Before lunch time I was sitting on the edge of a bed in a little hotel room being undressed by my stranger as his tongue worked its way from my face and neck to my chest.  So much kissing.  How could I not reward him?  I slid onto the floor before him and began to suck his still soft cock until it grew firm and long in my mouth.  Deeper and deeper. I could tell he liked it from his soft moans and then he grabbed the back of my head and began pushing his dick deeper into my throat.  In the softest voice I heard him ask "where would you like me to cum?"  I have never been asked that before.  At first I wasn't sure what to say so I told him, "wherever you like."  He put his hands in my hair and unloaded so much into my mouth I wasn't sure I could swallow it all....but I did.  I kept on sucking until I had every last drop of him and his firmness was gone.  I kissed around his thighs and he said to me "give me five minutes and I will fuck you on the bed."

My expectations are exceeded.

Tuesday, September 13, 2011

Here Goes Everything...

I have been thinking about beginning this blog for some time.  There are a million reasons why I shouldn't do it... why tell strangers about my infidelities, desires, rejections, and humilitations? What if my husband finds out?  Yet, here I am.  Anticipation is the reason I keep doing it.   I will never leave my husband and I never want him to know about this other me, but when I feel the anticipation of a new lover, I am a better wife in many ways.
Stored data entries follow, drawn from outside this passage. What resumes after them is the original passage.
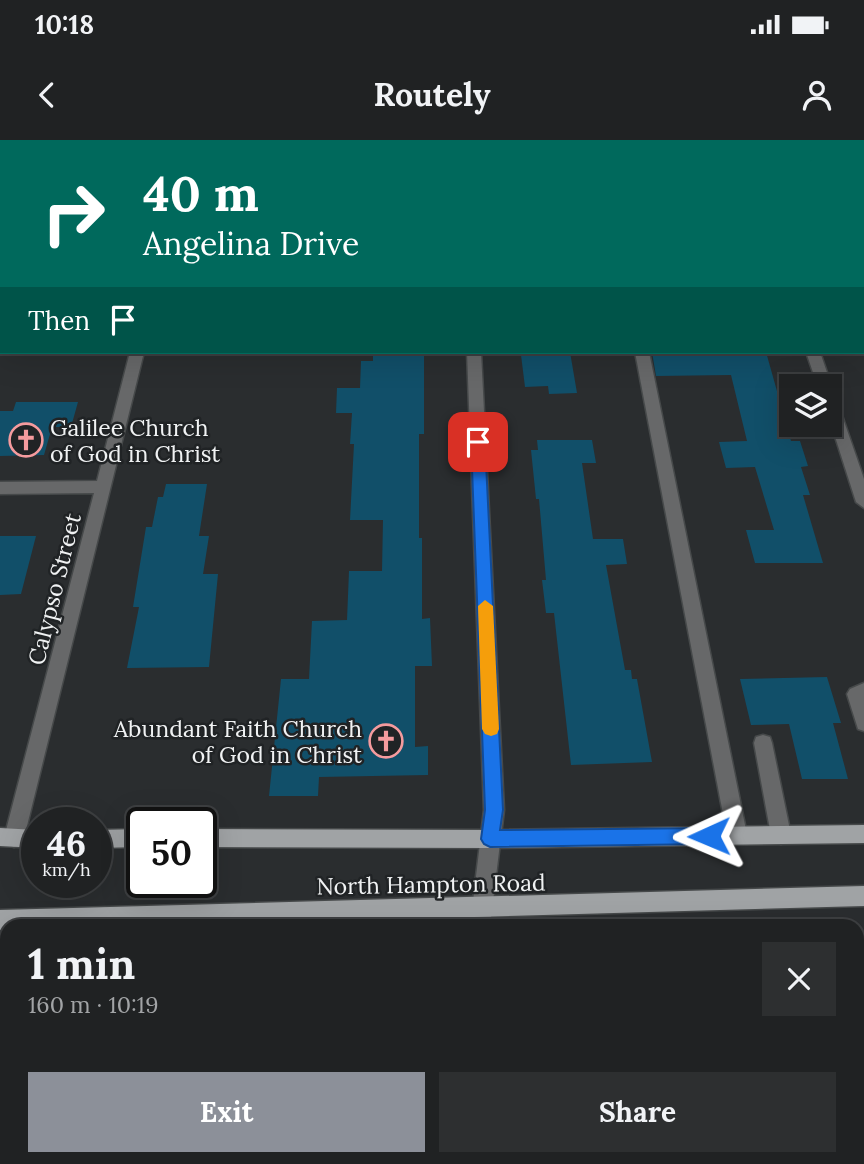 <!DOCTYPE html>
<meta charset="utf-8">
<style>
body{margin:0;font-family:Lora,serif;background:#2d2f30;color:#f1f3f6;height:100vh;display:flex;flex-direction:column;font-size:26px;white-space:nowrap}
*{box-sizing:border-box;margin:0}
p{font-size:23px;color:#a2a4a6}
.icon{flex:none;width:38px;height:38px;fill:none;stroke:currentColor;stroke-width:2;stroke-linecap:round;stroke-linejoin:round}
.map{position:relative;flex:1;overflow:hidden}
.side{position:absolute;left:0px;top:779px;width:864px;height:247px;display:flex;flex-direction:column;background:#202223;border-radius:21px 21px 0 0;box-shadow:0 7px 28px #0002,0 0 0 2px #3d3f41}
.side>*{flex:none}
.hud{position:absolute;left:0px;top:0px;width:864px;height:214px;box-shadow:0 7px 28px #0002,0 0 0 2px #3d3f41;background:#00695c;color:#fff;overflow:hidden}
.controls{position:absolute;left:779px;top:234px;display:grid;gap:14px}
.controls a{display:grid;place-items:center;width:63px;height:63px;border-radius:0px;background:#202223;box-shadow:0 7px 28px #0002,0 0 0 2px #3d3f41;font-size:35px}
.speed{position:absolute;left:21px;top:667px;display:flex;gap:14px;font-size:35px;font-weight:700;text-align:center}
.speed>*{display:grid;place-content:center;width:91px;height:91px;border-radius:50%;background:#202223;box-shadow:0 7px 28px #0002,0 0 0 2px #3d3f41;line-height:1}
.speed small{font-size:18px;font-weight:400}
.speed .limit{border:4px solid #111;border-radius:10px;background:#fff;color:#111}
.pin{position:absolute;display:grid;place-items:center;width:60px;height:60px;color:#fff;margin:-30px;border-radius:14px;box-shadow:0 4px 10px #0006}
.me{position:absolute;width:77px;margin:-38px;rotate:269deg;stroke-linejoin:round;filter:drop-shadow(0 0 5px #0008)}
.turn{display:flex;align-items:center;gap:24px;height:147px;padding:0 28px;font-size:32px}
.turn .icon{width:91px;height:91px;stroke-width:2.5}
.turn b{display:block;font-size:49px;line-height:60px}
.then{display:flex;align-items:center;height:66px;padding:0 28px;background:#0003;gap:14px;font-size:26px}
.round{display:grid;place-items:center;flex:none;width:74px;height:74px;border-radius:0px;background:#2d2f30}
.overview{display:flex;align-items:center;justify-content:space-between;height:119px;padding:0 28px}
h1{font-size:42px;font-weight:700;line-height:52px}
.primary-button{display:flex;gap:14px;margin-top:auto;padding:14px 28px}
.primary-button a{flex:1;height:80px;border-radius:0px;background:#8c9099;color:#fff;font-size:28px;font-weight:700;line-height:80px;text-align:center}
.primary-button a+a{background:#2d2f30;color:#f1f3f6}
.status{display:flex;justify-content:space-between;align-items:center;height:49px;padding:0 35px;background:#202223;direction:ltr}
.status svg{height:19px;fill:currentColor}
header{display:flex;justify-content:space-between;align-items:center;height:91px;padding:0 28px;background:#202223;font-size:32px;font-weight:700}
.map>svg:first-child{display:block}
</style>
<div class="status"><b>10:18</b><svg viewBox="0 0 49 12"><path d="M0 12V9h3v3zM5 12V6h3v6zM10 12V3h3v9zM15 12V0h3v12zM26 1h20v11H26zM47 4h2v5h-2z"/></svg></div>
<header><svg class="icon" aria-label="back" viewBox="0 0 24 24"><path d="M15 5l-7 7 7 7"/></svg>Routely<svg class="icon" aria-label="person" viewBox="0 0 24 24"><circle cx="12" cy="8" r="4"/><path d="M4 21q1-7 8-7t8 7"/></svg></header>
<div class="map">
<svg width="864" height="1024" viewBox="0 0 864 1024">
<rect width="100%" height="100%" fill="#2a2d2f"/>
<!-- green -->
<path fill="#71363a" d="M0,805H7V1018H494V1024H0Z"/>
<!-- building -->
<g fill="#114f69">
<path d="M373,212H424V294H419V398H422V479L430,478L432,526H415V607L428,606V635L319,637L318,656H269L281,539H309L312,481L347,480L349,431H382L383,380H350L354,304H350L352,273H336L337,248H360L361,221H373Z"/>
<path d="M537,212H570L577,253L549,254L548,246L525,247L521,215H538Z"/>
<path d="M652,212H766L791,301H800L808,326L801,327L810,355H803L823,423H755L746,390H774L755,327L726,328L719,302L747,301L731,235L656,236Z"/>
<path d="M16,262H78L71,287H52L44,315L0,316V271H13Z"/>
<path d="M537,300H592L596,323H582L593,399H623L627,424L606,425L625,530H631L632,539H637L652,622L571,625L554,473H546L542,440H546L539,359H536L531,310H538Z"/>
<path d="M166,344H207L199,396H209L203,434H218L209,527L127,528L139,467H133L146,387H152L158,357H163Z"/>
<path d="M0,396H36L21,454L0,455Z"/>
<path d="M827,537L841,583H833L848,639H802L789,584L751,585L740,539Z"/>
</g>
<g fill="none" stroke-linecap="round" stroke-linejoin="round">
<defs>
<g id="minor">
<rect x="183" y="0" width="12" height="2"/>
<rect x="456" y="0" width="12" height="2"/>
<path d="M594,0H606L607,2H595Z"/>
<rect x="735" y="0" width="12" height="2"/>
<path d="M857,0H864V5L863,2Z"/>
<rect x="0" y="139" width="2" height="8"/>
<path d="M130,212H144L24,698L21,704L14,707L7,704L4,698L94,353L0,354V342L97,341Z"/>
<path d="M467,212H481L504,670L490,786H470L484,670Z"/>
<path d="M635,212H649L747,695L744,701L737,704L730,701L727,695Z"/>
<path d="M806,212H820L832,247L830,250V247H818Z"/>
<path d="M830,256L837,261L864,339V368L856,362L830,281Z"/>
<path d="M864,543V591L858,589L847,554L850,549Z"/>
<path d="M763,595L770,597L772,603L791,695L788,701L781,704L774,701L771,695L754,603L756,597Z"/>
<rect x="858" y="849" width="6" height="22"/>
<path d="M0,1000H7V1018L15,1020L0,1024Z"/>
<path d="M20,1018H44L43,1024H19Z"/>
<rect x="472" y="1018" width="24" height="6"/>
<path d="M677,1018H701L699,1024H675Z"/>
</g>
<g id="major">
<path d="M864,685V703L490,708L201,707V689L490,690Z"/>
<path d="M0,688L37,690V708L0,706Z"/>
<path d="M142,689V707L96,708V690Z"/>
<path d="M864,746V766L154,786H7V790H0V770Z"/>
</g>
</defs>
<!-- minor casing -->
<use href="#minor" stroke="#46494a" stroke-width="3"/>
<!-- major casing -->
<use href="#major" stroke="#46494a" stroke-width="3"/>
<!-- minor -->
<use href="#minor" fill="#676869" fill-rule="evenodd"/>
<!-- major -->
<use href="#major" fill="#a0a3a5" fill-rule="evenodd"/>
</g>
<!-- route -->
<path fill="#1a73e8" stroke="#114b97" stroke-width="2" d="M478,297L485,302L503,670L500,690L709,688L716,690L718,696L716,702L709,704L490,707L484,704L481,699L485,670L471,302Z"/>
<!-- slow -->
<path fill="#f59e0b" d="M485,460L493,466L499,589L497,594L491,596L485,594L482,589L478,466Z"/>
<!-- icons -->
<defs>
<symbol id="church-ring" viewBox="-11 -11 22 22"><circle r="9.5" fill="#202325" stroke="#f59b9e" stroke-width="1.5"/><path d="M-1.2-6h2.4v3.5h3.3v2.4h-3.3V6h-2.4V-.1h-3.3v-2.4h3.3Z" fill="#f59b9e"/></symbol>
</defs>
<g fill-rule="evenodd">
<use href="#church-ring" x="7" y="281" width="38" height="38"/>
<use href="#church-ring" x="367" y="582" width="38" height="38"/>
</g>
<g text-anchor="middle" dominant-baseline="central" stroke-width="5" stroke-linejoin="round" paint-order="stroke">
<!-- poi labels -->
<g font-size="23" fill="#f0f2f3" stroke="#202325" text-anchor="start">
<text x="50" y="287">Galilee Church<tspan x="50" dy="26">of God in Christ</tspan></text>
<text x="362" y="588" text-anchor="end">Abundant Faith Church<tspan x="362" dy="26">of God in Christ</tspan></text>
</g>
<!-- street labels -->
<g font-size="23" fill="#f0f2f3" stroke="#202325">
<text transform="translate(54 449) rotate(-76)">Calypso Street</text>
<text transform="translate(431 744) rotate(-1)">North Hampton Road</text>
</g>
</g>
</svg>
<div class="controls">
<a><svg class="icon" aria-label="layers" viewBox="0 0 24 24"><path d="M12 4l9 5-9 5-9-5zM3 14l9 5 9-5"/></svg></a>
</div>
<div class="speed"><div>46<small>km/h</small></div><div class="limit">50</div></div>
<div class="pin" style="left:478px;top:302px;background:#d93025"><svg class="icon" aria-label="arrive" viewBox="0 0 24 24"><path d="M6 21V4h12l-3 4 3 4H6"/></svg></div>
<svg class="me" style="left:709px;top:696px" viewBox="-20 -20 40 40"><path d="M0-17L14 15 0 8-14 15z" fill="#1a73e8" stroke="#fff" stroke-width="4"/></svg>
<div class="hud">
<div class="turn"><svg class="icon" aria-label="right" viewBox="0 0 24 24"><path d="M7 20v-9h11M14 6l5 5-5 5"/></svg><div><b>40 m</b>Angelina Drive</div></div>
<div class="then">Then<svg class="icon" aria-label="arrive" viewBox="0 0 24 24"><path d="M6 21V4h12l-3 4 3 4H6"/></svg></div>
</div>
<section class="side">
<div class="overview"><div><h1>1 min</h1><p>160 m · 10:19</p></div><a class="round"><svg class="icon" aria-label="close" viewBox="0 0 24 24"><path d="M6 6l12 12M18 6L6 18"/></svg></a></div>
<div class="primary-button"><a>Exit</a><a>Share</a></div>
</section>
</div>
I decided to join Ashley Madison this summer after reading Riff Dog's many exploits. Still not sure if I should thank him or curse him...  Anyway, after a few bad experiences that I may someday share when my anger and humiliation begin to fade,  I was messing around on an adult chat site thinking it would be more anonymous and less likely to lead to "trouble."  Then I met him.  You know the one ladies...everything about him was right.  He was articulate, mature but not too old, and knew exactly what he wanted.  He had me from the minute we agreed to chat.  We discussed everything and nothing was off limits.  He talked about meeting me and since I was half a country away I figured I was safe.  Then came the bombshell...my super hot chat friend was a pilot.  (Yeah, sure he is...) He gave me proof.
The date was set and we were going to meet and fuck like two sex starved maniacs.  It was all we discussed for months.  Every conversation delved into the ways we were going to devour each other.  Every conversation building and building our desire to be consumed by each other.  We talked on the phone when we could get away with it (did I mention he had a French accent too?)  I was so addicted to this stranger.  He was the first and last person I chatted with on a daily basis.  My dreams were overrun with thoughts of my hot French-speaking pilot.  There were no expectations beyond the one day.  In fact, we specifically and repeatedly reminded each other that this was just a fun, one-time fuck-a-palooza.  And every day the anticipation of communicating with my sweet pilot was an all-consuming obsession.

 Maybe the anticipation of our meeting was dooming it from the start.  Maybe, if he had not written to me so sweetly and  did not really get to know me as a person.  Maybe, if things had turned out better, I wouldn't be mourning him like a friend or relation lost to me forever but here I am going down on another stranger and wishing it was my pilot.  My super sweet pilot who will not write to me anymore.

 Anticipation is the drug that keeps me coming back for more.